Sensitivity analysis
A useful diagnostic: how does final weight respond to different temperatures and feeding levels?
# Grid of temperature offsets × p values
sensitivity <- expand.grid(
temp_offset = seq(-2, 4, by = 1),
p_value = seq(0.3, 1.0, by = 0.1)
)
# For each combination, run a direct simulation and extract final weight
# (see full vignette for the loop implementation)This produces a sensitivity surface that reveals whether growth is more limited by temperature or by food availability — critical for climate impact assessments.
Why bioenergetics?
Bioenergetics models are workhorses in fisheries science for good reason:
- Consumption estimation — infer how much a fish population eats without direct diet sampling
- Climate impact — project how warming temperatures change energy demand and growth
- Ecosystem modeling — link individual-level physiology to population and ecosystem dynamics
- Management — evaluate stocking scenarios, prey availability, or habitat quality
fb4package makes this framework accessible in R, with a tidy interface and a species database that covers most commercially and ecologically important taxa.
References
Deslauriers D, Chipps SR, Breck JE, Rice JA, Madenjian CP (2017). Fish Bioenergetics 4.0: An R-Based Modeling Application. Fisheries 42(11):586–596.

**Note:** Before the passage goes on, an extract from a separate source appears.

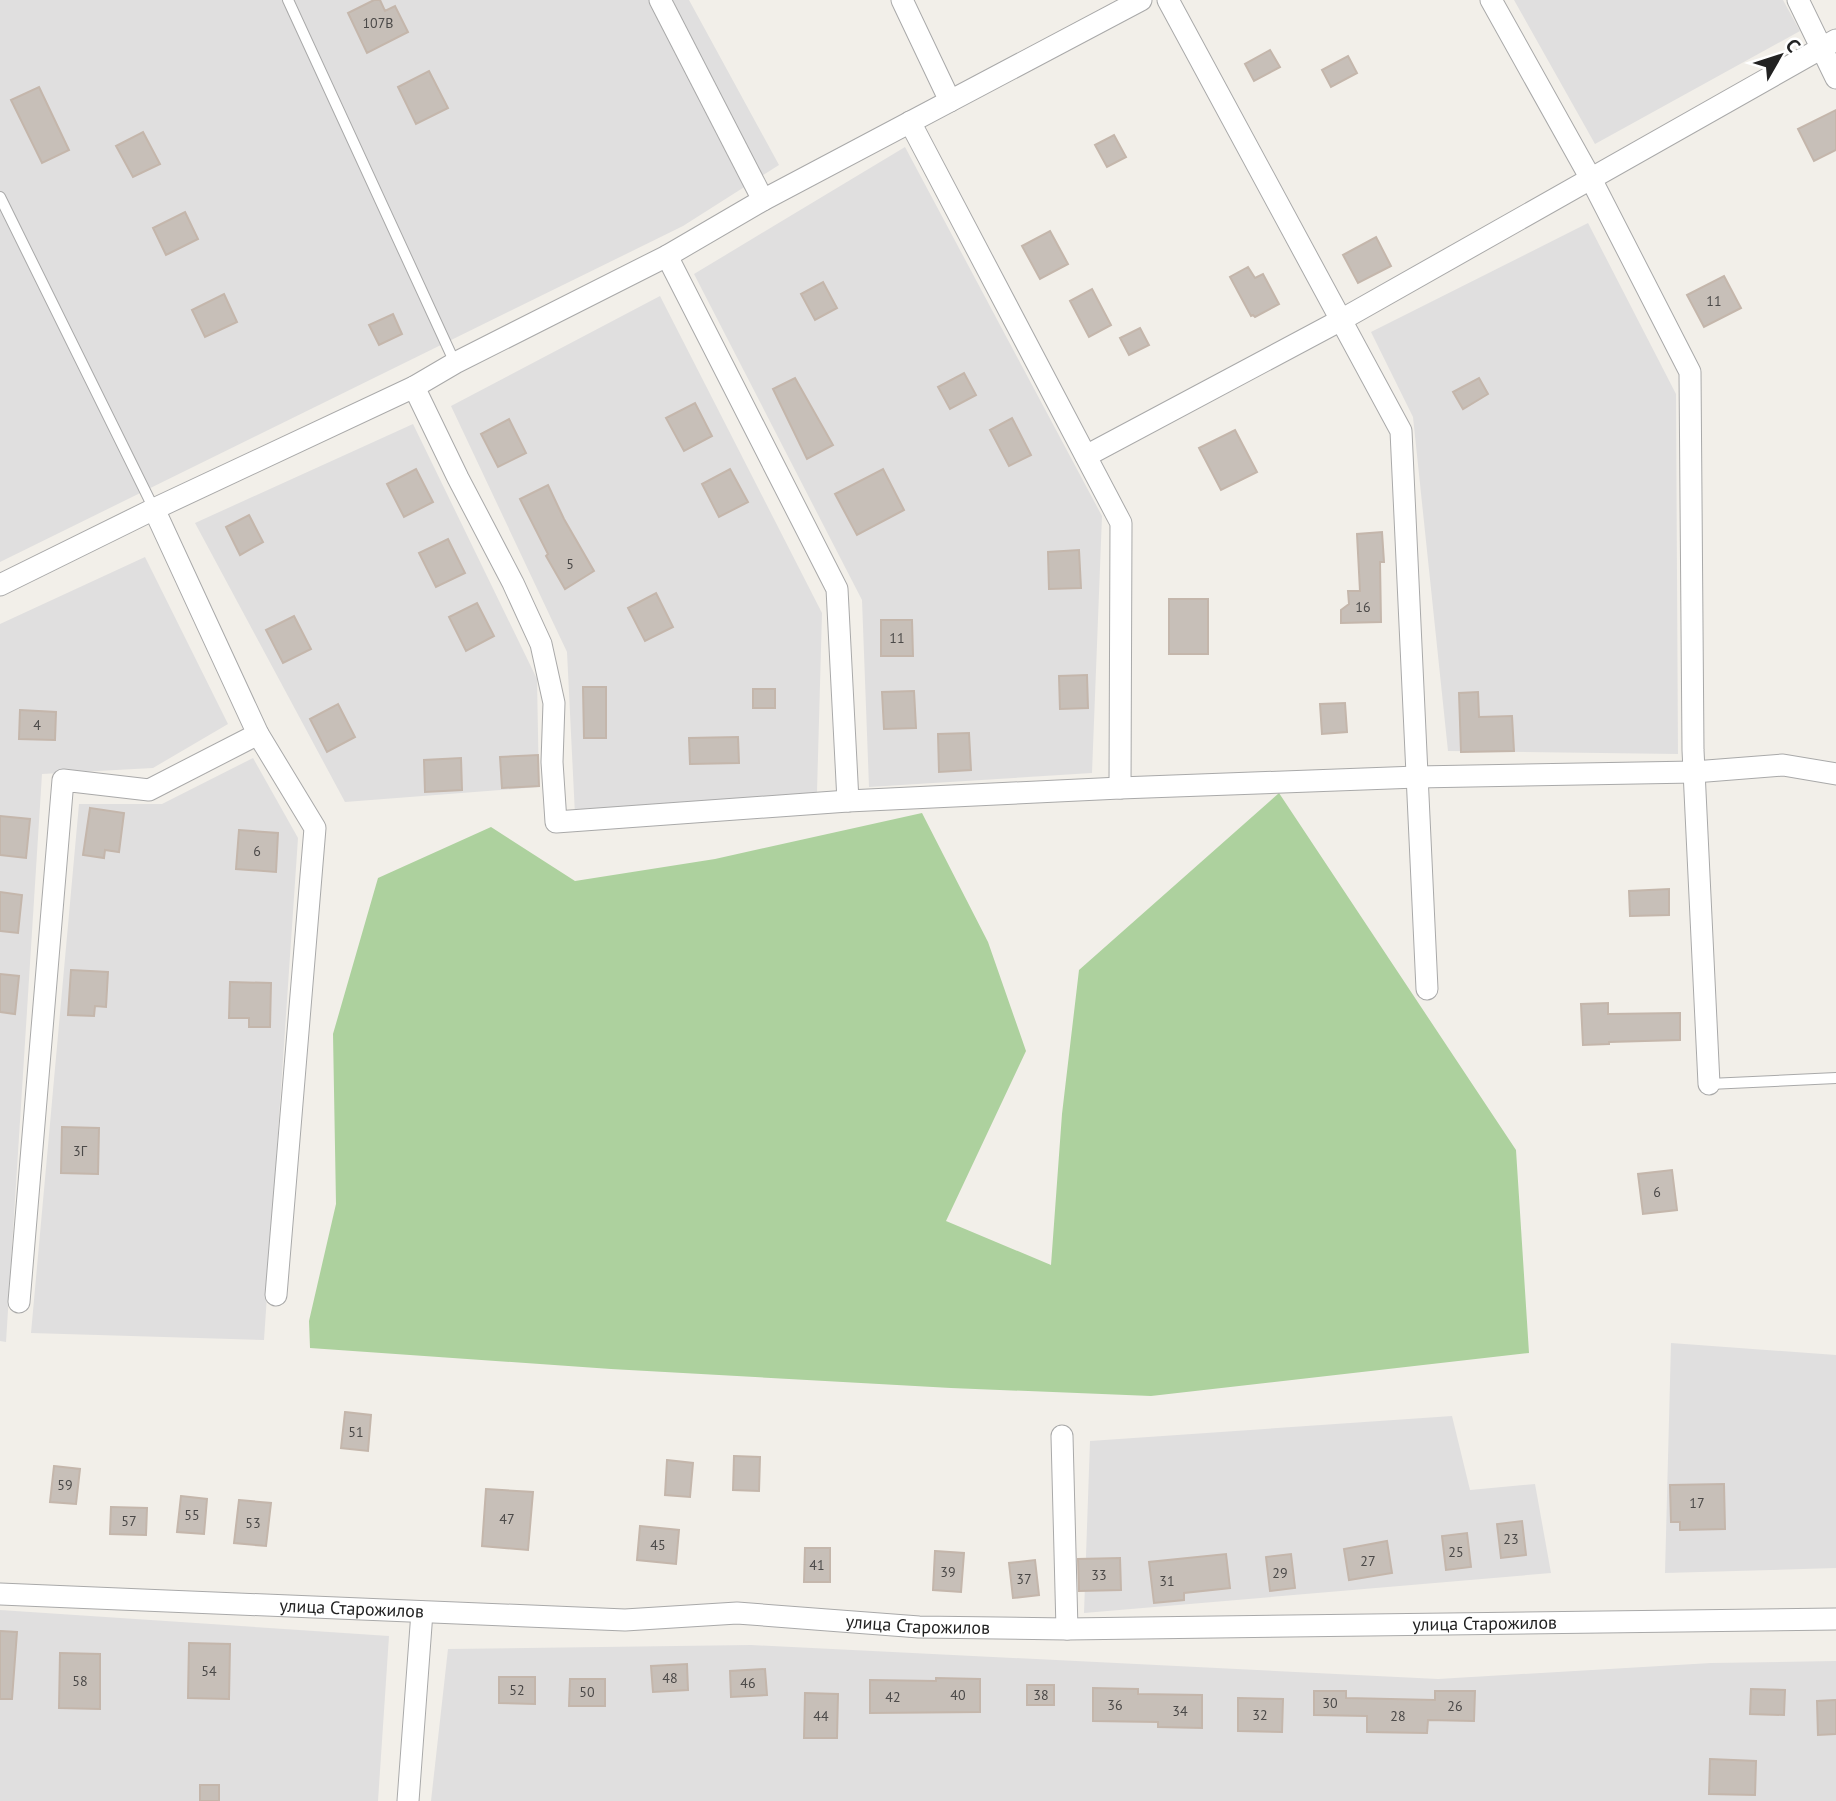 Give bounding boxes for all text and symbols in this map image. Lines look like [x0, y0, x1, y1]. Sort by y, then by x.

Stewart DJ, Ibarra M (1991). Predation and production by salmonine fishes in Lake Michigan, 1978–88. Canadian Journal of Fisheries and Aquatic Sciences 48(5):909–922.
Chipps SR, Wahl DH (2008). Bioenergetics modeling in the 21st century: Reviewing new insights and revisiting old constraints. Transactions of the American Fisheries Society 137(1):298–313.